The eleventh counterclaim plainly fails to meet this standard as it provides, in full:
ELEVENTH COUNTERCLAIM (Unfair Business Practices Against All Counterclaim Defendants) 234. Counterclaim Plaintiffs repeats and realleges each and every allegation of the Amended Counterclaims contained in Paragraphs 1 through 233 as if fully set forth herein. 235. Under California law, unfair competition is any unlawful, unfair or fraudulent business act or practice. Cal. Bus. & Prof. Code § 17200, et seq. 236. The acts and omissions of Counterclaim Defendants complained of herein constitutes unfair competition and violates California law. 237. As a direct and proximate cause of Counterclaim Defendants' aforesaid unfair business practices, VGI has been damaged in an amount not yet fully known, but believed to exceed $3,500,000.
238. VGI is also entitled to recover from the Counterclaim Defendants treble damages and attorneys' fees by statute.
VGI and Keledjian's Amended Ans. to T&T's Amended Counterclaims [dkt. #95] at ¶¶ 234-238.
These allegations clearly do not include "the who, what, when, where, and how" of the alleged fraud. See Kearns v. Ford Motor Co., 567 F.3d at 1124-25. Indeed, they do not even include a bare bones summary of what specific conduct forms the basis of this counterclaim. The Ninth Circuit has noted that one of the purposes of Rule 9(b) is "to prohibit plaintiffs from unilaterally imposing upon the court, the parties and society enormous social and economic costs absent some factual basis." Id. 1125 (internal citations and quotations omitted). Given the age of this case and the lack of any motions to dismiss for failure to state a claim, it is fair to say that this goal has not been met, given that the eleventh counterclaim fails as a matter of law yet lingered on for four years. Be that as it may, to the extent that VGI can seek relief based on a California statute (an issue the court need not reach), the eleventh counterclaim would still be unavailing. Thus, the T&T Parties are entitled to summary judgment on the eleventh counterclaim.
For the above reasons, the T&T Parties' motion for summary judgment as to VGI's Counterclaims [dkt. #182], is granted in part and denied in part.
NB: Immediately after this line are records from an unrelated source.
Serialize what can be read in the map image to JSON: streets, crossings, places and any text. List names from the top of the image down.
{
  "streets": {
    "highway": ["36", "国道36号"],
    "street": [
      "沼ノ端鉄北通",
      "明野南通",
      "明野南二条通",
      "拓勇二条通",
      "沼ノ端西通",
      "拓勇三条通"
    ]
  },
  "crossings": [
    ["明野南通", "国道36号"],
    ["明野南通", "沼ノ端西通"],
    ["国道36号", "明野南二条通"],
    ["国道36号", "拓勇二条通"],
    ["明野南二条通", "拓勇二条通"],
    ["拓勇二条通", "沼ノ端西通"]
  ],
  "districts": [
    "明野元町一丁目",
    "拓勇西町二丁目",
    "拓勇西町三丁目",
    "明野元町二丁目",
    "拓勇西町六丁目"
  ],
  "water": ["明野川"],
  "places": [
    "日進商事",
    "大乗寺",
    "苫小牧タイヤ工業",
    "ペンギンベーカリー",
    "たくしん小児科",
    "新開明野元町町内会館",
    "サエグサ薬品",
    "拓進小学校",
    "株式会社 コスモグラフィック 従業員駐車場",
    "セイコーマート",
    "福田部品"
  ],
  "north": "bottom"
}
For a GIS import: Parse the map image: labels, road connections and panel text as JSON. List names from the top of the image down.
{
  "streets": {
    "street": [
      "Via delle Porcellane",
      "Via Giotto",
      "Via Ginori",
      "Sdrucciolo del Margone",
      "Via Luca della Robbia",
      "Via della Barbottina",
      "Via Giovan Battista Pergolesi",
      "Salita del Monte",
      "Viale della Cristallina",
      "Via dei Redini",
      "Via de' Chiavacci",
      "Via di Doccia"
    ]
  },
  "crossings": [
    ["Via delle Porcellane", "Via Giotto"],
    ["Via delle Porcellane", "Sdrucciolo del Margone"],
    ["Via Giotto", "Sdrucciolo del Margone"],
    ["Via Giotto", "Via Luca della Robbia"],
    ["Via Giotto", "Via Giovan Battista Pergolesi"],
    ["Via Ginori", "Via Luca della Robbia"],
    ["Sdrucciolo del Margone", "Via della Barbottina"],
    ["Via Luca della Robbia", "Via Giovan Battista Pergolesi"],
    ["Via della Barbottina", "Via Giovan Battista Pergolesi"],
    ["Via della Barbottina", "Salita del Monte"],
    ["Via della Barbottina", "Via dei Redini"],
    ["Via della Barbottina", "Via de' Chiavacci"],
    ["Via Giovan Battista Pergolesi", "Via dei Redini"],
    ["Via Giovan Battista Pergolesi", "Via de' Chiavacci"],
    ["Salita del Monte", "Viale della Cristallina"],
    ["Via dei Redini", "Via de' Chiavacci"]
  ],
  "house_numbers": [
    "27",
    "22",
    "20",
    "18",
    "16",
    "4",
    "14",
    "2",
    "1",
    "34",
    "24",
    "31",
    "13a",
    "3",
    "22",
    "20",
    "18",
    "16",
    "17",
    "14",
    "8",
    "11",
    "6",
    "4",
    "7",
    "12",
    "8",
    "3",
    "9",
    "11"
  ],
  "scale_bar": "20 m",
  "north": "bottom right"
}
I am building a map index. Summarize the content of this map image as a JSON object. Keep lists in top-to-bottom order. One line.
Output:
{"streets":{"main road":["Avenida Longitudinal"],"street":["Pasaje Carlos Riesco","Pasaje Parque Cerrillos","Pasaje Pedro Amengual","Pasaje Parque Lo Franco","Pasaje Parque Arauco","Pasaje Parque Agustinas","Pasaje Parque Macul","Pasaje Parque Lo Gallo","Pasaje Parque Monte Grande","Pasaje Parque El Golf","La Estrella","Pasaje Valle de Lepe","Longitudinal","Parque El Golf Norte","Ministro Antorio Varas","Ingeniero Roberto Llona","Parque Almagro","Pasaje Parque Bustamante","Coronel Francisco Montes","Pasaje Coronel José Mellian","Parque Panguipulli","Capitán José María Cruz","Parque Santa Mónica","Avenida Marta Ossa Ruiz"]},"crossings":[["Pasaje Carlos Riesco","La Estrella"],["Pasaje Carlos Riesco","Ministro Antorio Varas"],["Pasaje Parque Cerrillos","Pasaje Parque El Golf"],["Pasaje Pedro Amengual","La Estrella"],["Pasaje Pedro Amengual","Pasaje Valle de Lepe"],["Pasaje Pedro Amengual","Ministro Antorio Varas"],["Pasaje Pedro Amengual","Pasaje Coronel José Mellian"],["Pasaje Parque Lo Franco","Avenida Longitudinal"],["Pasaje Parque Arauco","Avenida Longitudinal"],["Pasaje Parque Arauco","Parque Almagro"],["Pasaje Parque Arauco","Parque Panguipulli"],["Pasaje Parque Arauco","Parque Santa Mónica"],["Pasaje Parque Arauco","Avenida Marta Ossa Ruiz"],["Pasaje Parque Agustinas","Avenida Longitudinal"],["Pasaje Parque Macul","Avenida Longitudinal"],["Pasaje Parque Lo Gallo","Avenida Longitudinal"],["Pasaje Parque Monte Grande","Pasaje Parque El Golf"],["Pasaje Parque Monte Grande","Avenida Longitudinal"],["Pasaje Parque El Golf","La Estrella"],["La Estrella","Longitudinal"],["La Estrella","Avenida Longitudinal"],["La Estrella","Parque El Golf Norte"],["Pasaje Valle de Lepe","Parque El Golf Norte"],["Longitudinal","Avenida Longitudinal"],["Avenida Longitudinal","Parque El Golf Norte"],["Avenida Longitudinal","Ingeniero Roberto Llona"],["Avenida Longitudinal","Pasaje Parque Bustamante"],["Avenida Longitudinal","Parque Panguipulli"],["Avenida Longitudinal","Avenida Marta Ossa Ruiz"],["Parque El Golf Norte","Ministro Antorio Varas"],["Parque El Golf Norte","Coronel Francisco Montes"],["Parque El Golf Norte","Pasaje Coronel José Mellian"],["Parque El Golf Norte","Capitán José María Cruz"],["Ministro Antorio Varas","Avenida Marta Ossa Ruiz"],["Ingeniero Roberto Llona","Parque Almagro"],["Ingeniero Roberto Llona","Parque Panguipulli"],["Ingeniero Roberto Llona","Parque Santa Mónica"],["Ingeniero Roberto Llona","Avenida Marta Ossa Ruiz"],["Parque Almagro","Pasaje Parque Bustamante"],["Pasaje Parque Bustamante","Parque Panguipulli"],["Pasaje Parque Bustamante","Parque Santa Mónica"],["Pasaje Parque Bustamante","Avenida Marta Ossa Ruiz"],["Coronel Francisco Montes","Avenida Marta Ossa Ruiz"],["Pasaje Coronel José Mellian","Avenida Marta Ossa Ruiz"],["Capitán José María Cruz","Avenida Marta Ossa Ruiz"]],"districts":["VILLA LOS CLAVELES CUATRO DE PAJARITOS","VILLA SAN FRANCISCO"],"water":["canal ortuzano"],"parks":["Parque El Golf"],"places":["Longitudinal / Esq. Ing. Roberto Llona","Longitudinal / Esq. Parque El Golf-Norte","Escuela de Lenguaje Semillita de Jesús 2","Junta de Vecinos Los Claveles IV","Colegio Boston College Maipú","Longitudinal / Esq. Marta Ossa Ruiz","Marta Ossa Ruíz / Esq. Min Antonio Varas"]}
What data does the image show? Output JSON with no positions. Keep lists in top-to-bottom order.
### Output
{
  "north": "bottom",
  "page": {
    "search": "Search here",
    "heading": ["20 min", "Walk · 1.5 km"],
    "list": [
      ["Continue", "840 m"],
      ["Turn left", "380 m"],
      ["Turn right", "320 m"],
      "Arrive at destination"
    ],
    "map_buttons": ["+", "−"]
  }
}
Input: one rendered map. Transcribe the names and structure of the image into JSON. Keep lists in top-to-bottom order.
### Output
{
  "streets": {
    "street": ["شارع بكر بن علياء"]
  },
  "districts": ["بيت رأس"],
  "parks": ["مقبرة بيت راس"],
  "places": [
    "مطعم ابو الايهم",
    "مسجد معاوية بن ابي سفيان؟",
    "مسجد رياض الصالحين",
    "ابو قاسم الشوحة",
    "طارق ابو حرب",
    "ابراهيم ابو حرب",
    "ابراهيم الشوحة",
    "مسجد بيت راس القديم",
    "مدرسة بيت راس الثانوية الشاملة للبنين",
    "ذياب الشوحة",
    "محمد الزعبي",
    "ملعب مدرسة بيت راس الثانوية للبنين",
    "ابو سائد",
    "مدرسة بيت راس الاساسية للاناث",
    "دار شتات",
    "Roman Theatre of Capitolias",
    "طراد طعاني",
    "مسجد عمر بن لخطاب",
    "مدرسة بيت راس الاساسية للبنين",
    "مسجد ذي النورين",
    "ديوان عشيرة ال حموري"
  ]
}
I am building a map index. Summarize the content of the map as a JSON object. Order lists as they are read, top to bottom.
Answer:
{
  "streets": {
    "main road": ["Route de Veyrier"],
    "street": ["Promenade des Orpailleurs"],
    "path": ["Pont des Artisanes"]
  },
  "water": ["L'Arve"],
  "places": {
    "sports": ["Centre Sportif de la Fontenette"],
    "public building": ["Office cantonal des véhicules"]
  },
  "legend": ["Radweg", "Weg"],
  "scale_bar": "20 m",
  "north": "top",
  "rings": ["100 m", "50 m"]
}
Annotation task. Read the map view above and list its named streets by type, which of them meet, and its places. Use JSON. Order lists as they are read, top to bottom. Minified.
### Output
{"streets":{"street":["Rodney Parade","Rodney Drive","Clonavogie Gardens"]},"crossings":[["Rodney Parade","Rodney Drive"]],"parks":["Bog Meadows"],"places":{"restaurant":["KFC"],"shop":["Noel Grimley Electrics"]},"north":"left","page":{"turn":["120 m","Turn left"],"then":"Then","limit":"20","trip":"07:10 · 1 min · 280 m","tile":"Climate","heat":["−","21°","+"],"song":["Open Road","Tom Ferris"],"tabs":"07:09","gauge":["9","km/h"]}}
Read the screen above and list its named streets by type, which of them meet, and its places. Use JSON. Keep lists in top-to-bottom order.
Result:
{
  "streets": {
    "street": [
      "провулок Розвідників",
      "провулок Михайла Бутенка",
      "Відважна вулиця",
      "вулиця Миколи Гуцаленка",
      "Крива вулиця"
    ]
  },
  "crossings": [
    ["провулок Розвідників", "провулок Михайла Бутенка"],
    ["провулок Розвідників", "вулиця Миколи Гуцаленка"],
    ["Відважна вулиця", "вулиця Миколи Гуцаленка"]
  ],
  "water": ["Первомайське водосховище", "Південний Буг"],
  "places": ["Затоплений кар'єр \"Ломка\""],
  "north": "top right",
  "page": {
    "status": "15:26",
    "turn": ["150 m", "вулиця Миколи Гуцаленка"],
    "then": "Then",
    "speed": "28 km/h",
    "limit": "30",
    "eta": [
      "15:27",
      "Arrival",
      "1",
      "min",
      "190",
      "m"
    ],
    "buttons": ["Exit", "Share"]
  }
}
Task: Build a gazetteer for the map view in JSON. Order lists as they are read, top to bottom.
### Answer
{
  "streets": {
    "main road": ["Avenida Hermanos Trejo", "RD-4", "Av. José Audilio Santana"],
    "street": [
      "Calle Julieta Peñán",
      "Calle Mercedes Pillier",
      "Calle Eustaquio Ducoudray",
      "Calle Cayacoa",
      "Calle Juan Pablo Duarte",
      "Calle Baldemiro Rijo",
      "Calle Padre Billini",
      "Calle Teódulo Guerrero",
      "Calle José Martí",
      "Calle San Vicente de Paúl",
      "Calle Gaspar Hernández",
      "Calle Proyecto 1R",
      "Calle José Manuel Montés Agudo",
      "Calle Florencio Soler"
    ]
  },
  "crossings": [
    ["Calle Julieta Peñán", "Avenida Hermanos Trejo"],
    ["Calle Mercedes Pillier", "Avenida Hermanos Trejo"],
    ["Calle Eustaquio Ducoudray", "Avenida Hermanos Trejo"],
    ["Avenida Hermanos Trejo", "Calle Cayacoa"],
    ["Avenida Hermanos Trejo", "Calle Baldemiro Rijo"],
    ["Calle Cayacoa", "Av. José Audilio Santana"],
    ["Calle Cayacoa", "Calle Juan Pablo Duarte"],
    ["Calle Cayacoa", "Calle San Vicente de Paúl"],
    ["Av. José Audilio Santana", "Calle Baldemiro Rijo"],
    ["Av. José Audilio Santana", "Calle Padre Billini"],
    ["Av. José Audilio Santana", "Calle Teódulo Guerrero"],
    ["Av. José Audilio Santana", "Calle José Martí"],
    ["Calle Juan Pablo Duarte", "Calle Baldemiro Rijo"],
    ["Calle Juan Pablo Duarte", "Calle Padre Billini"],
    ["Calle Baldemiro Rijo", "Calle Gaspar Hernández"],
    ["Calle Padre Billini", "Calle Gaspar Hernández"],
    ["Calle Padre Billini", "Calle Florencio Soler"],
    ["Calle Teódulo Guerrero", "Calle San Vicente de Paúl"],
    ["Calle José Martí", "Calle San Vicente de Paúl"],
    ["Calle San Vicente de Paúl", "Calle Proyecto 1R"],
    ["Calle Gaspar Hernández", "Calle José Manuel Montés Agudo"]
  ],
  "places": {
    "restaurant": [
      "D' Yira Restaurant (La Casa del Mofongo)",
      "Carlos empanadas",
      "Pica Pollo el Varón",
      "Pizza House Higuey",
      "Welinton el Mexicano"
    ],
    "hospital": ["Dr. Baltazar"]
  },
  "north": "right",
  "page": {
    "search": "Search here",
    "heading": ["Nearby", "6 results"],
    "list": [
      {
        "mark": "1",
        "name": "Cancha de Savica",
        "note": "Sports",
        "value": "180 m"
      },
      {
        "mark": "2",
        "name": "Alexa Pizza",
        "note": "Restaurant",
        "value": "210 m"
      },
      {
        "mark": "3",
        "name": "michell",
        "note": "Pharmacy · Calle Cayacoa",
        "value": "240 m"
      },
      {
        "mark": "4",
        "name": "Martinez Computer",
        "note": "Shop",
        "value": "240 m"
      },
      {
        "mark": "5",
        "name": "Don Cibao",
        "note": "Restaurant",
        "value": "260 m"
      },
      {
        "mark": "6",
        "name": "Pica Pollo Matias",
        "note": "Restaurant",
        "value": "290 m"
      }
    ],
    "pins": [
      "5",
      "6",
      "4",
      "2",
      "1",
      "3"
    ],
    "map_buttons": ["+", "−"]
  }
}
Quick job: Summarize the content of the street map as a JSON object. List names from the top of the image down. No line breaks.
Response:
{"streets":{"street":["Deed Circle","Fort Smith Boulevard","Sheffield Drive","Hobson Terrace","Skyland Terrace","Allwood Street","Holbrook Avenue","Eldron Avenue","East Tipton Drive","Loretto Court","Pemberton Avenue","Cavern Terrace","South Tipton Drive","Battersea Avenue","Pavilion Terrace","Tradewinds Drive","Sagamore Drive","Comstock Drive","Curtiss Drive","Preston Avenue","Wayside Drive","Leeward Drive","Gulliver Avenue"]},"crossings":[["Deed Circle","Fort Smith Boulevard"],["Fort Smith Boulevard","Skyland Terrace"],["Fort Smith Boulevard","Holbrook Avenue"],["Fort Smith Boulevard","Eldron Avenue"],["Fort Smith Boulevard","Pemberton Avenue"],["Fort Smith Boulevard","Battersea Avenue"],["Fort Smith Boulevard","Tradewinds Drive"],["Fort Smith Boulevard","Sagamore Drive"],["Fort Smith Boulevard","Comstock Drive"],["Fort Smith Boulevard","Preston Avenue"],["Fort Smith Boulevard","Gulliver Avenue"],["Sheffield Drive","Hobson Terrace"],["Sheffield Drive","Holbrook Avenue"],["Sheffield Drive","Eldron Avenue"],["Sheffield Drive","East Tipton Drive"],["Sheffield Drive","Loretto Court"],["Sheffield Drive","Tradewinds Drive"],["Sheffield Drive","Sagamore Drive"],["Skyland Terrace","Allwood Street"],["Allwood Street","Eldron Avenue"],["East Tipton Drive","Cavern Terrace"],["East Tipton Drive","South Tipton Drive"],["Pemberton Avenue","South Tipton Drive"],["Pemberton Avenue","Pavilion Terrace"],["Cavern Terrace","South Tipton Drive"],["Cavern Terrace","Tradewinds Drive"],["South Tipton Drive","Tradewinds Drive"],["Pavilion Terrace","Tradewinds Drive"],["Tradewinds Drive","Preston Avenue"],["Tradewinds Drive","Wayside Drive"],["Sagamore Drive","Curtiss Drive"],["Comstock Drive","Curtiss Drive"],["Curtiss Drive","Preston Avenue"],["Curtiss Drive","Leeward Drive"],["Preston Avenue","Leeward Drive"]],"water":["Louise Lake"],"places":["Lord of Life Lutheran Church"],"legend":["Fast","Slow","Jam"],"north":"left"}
Specifically, the motion is denied as to counterclaim two (breach of contract against T&T) and granted as to counterclaims one and three through eleven. The clerk is directed to correct the docket to reflect that VGI and Haig Keledjian are the only defendants in the main case, and T&T is the sole counter-defendant.
This case is set for status on August 17, 2010 at 11:00 a.m. At that time, the parties should be prepared to agree to firm trial and related dates.